What is the IB, and what does PYP mean? 

The International Baccalaureate (IB) is a globally recognized and respected educational framework, designed to develop inquiring, knowledgeable, confident and caring learners who are empowered to take ownership in their own education. The goal of the IB is to develop students who are ready to take on this ever-changing world, who understand the role they play in it, and who have a set of future-ready skills that enable them to meet the challenges of modern life. If that sounds familiar, that’s because it is; the core IB values are very closely aligned with the mission of Ashley Hall, which is to educate girls and young women to be independent, ethically responsible, and prepared to meet the challenges of their world with confidence. 

The IB Primary Years Programme, or PYP, is geared toward Lower School-aged students and is the foundation of an inquiry-based, student-centered approach to education. It made sense to pursue the PYP designation first as we continue building on each IB programme — becoming a fully authorized IB World School. Our Lower School students are already experiencing the benefits of the PYP framework today, and we encourage you to visit the LoDome to take in some of the incredible learning we’re seeing every day. 

Why did Ashley Hall pursue this designation? 

The IB provides us with a frameworka way to organize the excellent education we’re already providing our students and, most importantly, a way to maintain consistency across subjects, divisions, and the entire school. It’s essential that our students learn to apply the same set of critical thinking skills across all disciplines and understand that asking questions, discussion, practice, and failure are part of the learning process in all areas.

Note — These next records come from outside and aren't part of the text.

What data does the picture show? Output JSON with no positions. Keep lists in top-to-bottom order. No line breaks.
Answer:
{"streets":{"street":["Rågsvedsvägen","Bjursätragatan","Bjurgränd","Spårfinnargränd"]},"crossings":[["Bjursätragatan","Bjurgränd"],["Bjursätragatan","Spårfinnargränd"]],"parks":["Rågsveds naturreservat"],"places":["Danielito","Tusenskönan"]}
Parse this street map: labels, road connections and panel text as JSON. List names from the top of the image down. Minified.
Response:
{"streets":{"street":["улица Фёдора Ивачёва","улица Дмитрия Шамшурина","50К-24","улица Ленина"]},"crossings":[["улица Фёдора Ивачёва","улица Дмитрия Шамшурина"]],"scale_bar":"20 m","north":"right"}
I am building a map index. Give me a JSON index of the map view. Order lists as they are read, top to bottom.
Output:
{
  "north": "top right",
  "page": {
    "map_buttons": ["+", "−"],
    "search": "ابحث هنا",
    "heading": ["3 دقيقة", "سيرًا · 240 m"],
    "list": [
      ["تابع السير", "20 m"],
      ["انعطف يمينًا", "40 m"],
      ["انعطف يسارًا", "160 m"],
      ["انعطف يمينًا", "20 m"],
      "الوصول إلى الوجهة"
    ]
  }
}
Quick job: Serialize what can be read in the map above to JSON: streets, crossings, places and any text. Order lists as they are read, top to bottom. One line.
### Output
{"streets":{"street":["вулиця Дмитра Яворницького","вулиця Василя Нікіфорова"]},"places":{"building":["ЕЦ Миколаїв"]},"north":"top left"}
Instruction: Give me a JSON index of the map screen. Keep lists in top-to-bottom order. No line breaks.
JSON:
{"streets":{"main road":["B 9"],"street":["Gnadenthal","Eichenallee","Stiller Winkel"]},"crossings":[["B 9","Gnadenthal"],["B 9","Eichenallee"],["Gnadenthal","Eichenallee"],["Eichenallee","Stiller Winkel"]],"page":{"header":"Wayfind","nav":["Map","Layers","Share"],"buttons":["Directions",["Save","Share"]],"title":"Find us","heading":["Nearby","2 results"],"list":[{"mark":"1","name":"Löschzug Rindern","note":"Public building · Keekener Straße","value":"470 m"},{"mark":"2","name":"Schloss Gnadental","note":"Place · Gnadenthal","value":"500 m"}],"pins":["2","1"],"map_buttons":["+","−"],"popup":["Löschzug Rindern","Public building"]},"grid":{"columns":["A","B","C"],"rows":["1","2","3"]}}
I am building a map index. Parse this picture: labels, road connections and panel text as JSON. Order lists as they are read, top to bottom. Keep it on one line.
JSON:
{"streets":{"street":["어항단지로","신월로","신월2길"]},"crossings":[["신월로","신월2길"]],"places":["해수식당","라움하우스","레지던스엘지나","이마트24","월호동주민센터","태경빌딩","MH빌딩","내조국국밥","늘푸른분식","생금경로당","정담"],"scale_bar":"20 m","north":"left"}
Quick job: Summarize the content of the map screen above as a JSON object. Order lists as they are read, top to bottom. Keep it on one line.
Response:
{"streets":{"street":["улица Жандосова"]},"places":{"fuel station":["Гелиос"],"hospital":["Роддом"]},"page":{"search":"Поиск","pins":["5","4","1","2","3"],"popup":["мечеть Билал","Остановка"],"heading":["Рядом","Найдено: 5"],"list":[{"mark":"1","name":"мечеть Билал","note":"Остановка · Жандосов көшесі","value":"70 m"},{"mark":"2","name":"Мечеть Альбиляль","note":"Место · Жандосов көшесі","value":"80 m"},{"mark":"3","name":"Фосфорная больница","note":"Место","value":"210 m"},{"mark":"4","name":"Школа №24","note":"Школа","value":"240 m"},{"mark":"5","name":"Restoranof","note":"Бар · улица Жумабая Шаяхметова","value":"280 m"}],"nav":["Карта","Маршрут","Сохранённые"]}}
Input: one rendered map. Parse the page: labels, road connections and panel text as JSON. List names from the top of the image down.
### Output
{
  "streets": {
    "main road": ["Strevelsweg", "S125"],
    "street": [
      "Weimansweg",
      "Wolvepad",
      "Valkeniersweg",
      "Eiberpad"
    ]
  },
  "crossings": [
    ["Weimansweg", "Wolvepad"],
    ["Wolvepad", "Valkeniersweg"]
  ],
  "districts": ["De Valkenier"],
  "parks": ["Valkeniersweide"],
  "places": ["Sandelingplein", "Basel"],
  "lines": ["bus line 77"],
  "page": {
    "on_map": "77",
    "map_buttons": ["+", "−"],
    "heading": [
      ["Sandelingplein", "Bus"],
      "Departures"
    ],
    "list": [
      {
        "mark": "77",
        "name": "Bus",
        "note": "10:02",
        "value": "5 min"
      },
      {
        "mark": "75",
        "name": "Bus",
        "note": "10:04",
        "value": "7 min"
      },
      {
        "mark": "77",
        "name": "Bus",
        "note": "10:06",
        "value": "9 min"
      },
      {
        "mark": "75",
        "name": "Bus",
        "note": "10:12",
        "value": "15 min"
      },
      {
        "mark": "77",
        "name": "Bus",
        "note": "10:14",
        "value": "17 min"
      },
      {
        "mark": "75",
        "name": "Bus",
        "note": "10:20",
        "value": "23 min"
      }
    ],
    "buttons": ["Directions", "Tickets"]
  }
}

PYP learners are encouraged to take ownership of their learning, working directly with their teachers to gain confidence and deepen their understanding of the subjects they’re engaging with. This collaboration leads to higher confidence and self-motivation, helping to create self-regulated and efficient learners. An IB school has a reputation for academic rigor and also places an emphasis on preparing students for a globalized world with the human skills they’ll need in life: empathy, critical thinking, and a love for learning.

What does it mean for our students and families? 

You won’t notice much change overnight because the IB PYP framework closely aligns with how we already teach our Lower School students. You will notice that your children might ask more questions, wonder aloud, and make connections. We encourage you to lean into those conversations, help them explore, and encourage connection-making. Lower School parents will see new formats in our Report Card structure to align more closely with the IB learner profile’s 10 attributes which align with twenty-first-century learning skills, including creativity, collaboration, and curiosity. 

Where do we go from here? 

Our dedicated staff and faculty are engaged in the early stages of pursuing authorization in the Middle Years Programme for our Middle School students. We’ll share more on that as the timeline evolves, but we hope you’ll join in our excitement to explore how this new framework will benefit our students. Ultimately, we look forward to pursuing our accreditation as an IB World School, offering both an Ashley Hall diploma upon graduation and the option for an IB diploma as well. 

We invite you to dig deeper into the IB PYP by engaging with the following resources:

Primary Years Programme Overview

Middle Years Programme Overview

The IB Diploma Programme and university 

At the start of the 2023-24 school year, Lower School students fell in love with a new face in Pardue Hall: Echo the owl puppet. But don’t let his cute and cuddly appearance fool you – he joined classrooms to bring some serious learning through the Fundations® program, an educational system helping Lower School students learn phonics, spelling, and handwriting in a whole new way.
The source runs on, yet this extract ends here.